Connaissez-vous Renaud ? Bien sûr. Mais connaissez-vous son grand-père maternel, Oscar Mériaux ? C’était exactement Lucien Baert. Ils ont vécu un destin très similaire : un jeune communiste, quittant l’école à treize ans, travaillant dans les mines, un vrai prolétaire, parti en Russie soviétique avec la conviction que la lumière viendrait de l’Est.
Il fut profondément déçu, revint en France et s’engagea dans le Parti populaire français. Ce glissement d’un rêve communiste vers un idéal nationaliste est particulièrement révélateur.

C’est-à-dire ?
Lucien Baert n’a pas eu la chance de s’échapper de Russie. Son destin est incroyable. Son père, un ancien Poilu, lui avait parlé d’un pays dont le premier décret sous Lénine était celui de la paix.
Pour les communistes, la guerre était essentiellement motivée par des intérêts financiers, comme le montre d’ailleurs aujourd’hui ce qui arrive en Ukraine. Lucien part donc en Russie, espérant reconstruire le monde.
Tout n’était pas faux dans cet idéal communiste : l’absence de chômage, le droit de vote pour les femmes dès 1917, alors qu’en France elles ne l’obtinrent qu’en 1945. Pourtant, Lucien découvrit également la dictature, l’absence totale de liberté d’expression. Arrêté, jugé et emprisonné, son rêve lui coûta très cher. Malgré toutes ces horreurs, il demeure intègre jusqu’au bout.
Le retour en France de Lucien en 1967 évoque un profond malaise face à une société obsédée par le confort. Sommes-nous devenus, selon vous, des prisonniers d’un autre rêve — celui du bien-être et de l’oubli ?
Regardez les statistiques : 25% des Français prennent des antidépresseurs. Pensez-vous qu’il s’agisse d’une société saine et heureuse ? Je ne le crois pas. Une société confrontée au terrorisme est-elle saine ? Doit-on attendre qu’une personne soit décapitée près de l’église de Nice pour se demander : « Dans quel monde vivons-nous ?»

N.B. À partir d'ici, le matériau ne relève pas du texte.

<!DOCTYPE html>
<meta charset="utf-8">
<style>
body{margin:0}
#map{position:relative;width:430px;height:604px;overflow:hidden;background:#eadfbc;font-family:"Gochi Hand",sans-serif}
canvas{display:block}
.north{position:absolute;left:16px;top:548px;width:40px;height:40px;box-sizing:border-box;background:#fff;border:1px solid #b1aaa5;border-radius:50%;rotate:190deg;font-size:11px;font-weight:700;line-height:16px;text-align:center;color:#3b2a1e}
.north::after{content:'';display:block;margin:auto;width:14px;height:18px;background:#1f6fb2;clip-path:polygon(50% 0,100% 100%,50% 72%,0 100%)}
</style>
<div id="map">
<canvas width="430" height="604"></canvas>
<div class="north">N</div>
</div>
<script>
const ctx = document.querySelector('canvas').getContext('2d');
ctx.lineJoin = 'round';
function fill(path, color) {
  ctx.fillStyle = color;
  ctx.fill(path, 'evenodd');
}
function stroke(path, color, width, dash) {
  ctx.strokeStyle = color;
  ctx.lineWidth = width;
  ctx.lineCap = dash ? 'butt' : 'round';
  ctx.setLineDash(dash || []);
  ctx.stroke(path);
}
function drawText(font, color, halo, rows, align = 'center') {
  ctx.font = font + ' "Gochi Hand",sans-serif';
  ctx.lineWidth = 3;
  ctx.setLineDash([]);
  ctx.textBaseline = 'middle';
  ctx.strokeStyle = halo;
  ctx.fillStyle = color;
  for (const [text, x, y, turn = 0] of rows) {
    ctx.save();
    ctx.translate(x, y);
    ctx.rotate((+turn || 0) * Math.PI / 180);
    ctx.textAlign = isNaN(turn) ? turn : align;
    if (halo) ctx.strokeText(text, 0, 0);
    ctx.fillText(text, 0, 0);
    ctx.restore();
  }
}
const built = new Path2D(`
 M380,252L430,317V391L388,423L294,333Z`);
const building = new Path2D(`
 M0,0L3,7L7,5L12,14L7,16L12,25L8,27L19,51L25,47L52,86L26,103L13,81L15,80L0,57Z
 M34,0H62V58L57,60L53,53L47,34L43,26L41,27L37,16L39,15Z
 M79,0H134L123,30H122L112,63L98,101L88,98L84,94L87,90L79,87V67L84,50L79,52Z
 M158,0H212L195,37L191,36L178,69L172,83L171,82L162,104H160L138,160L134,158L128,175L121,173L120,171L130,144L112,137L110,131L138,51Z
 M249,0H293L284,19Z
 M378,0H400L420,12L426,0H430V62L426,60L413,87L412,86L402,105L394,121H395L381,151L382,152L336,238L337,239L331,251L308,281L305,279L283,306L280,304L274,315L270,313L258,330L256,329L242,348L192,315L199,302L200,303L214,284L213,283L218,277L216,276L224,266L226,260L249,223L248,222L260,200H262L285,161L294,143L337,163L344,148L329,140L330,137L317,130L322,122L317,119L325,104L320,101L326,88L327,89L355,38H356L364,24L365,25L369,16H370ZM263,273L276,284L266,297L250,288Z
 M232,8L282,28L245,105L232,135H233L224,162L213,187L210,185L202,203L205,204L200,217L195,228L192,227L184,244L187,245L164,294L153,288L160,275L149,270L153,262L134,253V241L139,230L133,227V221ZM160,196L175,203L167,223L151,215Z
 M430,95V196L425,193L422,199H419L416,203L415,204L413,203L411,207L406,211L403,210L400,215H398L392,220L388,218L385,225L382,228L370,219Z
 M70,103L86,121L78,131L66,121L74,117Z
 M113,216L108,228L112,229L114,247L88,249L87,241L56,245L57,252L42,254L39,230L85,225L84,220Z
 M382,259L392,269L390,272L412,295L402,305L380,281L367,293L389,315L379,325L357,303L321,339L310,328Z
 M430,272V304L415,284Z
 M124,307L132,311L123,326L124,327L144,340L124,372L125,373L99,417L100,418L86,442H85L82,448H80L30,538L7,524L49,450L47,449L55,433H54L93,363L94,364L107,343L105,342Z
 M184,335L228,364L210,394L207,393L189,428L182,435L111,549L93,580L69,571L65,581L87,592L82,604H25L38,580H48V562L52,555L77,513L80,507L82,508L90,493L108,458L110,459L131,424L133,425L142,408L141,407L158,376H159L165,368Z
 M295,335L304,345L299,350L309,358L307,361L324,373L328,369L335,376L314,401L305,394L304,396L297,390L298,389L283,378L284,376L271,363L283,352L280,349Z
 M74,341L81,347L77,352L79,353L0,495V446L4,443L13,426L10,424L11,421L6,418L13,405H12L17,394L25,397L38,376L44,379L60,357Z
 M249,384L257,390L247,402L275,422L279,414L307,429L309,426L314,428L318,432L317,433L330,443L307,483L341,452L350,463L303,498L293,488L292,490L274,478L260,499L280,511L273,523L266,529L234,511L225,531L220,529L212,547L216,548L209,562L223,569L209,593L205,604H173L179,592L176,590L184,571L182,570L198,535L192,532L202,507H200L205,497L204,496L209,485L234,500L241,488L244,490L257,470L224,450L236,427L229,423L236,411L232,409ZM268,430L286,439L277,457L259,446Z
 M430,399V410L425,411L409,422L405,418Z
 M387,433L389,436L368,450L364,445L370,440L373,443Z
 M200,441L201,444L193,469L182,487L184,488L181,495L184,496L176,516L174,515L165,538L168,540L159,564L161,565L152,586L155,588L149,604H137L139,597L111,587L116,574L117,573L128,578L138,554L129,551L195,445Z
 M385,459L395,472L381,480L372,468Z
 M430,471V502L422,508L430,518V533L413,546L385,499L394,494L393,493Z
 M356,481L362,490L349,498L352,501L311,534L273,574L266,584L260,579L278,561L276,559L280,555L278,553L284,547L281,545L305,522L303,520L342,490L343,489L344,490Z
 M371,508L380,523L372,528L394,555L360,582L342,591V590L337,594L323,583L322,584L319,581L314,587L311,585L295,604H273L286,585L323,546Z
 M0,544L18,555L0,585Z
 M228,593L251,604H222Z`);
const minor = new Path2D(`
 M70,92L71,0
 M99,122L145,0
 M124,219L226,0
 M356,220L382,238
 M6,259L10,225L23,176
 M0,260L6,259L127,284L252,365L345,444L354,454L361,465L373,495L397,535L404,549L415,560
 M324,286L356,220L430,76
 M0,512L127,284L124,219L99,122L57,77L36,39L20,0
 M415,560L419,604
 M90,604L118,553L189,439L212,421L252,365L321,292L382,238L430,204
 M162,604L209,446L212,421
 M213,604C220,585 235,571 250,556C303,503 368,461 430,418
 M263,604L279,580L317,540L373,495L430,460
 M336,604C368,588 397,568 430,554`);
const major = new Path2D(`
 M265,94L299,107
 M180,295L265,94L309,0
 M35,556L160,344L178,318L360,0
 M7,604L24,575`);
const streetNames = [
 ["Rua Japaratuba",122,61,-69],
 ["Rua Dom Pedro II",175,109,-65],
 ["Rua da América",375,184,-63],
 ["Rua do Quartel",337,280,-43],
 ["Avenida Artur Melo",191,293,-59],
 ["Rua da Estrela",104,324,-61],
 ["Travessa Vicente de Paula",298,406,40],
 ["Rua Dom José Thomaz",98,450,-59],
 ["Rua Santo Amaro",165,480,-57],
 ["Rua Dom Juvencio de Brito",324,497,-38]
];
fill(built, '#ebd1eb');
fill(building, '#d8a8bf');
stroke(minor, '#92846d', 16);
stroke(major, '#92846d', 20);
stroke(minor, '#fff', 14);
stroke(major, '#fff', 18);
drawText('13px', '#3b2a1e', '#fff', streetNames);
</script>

Il faut cesser de donner des leçons de morale au monde entier. Balayons d’abord devant notre porte et revenons aux fondamentaux de l’esprit national, en comprenant ce qu’est être Français sans pour autant rejeter les autres.
Vous êtes l’un des rares écrivains français à interroger aussi directement notre rapport à l’Histoire, aux idéologies, à la mémoire. Que cherchez-vous à transmettre à vos lecteurs à travers ces récits empreints de lucidité et de poésie ?
Que « l’autre » nous est indispensable. On doit savoir qui l’on est, se définir en tant qu’homme, Français, Russe, etc. mais rester toujours à l’écoute d’autrui. Lucien Baert, arrivé en Russie, grâce à ses talents de mécanicien, sauve un village. Toute la dernière partie du livre montre comment il devient le pivot spirituel autour duquel se reconstruit cette communauté fraternelle. Il ne s’agit plus de communisme, mais bien d’une communion.